→ Activity: Each line from the material with the word "Sanayi" in it must be copied.

══ Task input ══

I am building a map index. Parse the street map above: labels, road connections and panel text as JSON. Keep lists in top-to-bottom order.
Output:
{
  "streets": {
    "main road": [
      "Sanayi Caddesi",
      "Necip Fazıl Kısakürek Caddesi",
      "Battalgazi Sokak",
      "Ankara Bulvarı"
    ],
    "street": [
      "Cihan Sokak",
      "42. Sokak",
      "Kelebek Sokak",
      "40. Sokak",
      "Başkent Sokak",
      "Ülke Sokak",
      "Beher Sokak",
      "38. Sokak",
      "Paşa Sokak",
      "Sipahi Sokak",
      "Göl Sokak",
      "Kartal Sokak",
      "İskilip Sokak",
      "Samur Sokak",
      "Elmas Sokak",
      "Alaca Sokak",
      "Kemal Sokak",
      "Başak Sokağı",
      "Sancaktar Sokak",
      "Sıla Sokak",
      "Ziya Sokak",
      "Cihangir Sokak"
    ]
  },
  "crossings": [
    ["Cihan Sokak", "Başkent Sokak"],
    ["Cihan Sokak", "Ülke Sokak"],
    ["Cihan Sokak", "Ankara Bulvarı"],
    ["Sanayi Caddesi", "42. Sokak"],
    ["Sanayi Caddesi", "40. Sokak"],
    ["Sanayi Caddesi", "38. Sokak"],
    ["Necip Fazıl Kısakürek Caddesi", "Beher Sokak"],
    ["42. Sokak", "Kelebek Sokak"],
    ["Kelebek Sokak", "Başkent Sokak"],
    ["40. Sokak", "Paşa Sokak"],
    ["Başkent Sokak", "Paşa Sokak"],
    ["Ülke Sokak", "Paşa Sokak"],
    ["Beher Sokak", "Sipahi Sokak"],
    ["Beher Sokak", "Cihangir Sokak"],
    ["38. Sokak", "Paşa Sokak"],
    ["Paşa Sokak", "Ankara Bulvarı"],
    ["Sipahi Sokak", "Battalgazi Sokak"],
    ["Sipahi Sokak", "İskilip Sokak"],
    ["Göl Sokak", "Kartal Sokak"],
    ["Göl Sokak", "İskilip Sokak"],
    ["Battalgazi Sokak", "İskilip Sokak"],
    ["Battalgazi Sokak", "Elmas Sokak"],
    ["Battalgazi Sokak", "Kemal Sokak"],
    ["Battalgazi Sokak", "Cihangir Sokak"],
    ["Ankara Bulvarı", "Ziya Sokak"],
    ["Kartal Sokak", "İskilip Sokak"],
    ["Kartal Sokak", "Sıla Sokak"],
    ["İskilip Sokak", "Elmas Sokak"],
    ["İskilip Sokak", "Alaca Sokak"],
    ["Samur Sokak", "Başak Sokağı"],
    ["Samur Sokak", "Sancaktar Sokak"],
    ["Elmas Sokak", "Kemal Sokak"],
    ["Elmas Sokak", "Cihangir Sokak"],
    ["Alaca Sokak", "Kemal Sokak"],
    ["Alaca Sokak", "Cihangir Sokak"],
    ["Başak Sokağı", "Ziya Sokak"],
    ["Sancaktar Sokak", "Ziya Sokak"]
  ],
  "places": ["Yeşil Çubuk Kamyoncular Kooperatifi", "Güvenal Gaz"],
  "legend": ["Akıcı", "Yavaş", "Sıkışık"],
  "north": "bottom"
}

═══

→ Exercise solution:
      "Sanayi Caddesi",
    ["Sanayi Caddesi", "42. Sokak"],
    ["Sanayi Caddesi", "40. Sokak"],
    ["Sanayi Caddesi", "38. Sokak"],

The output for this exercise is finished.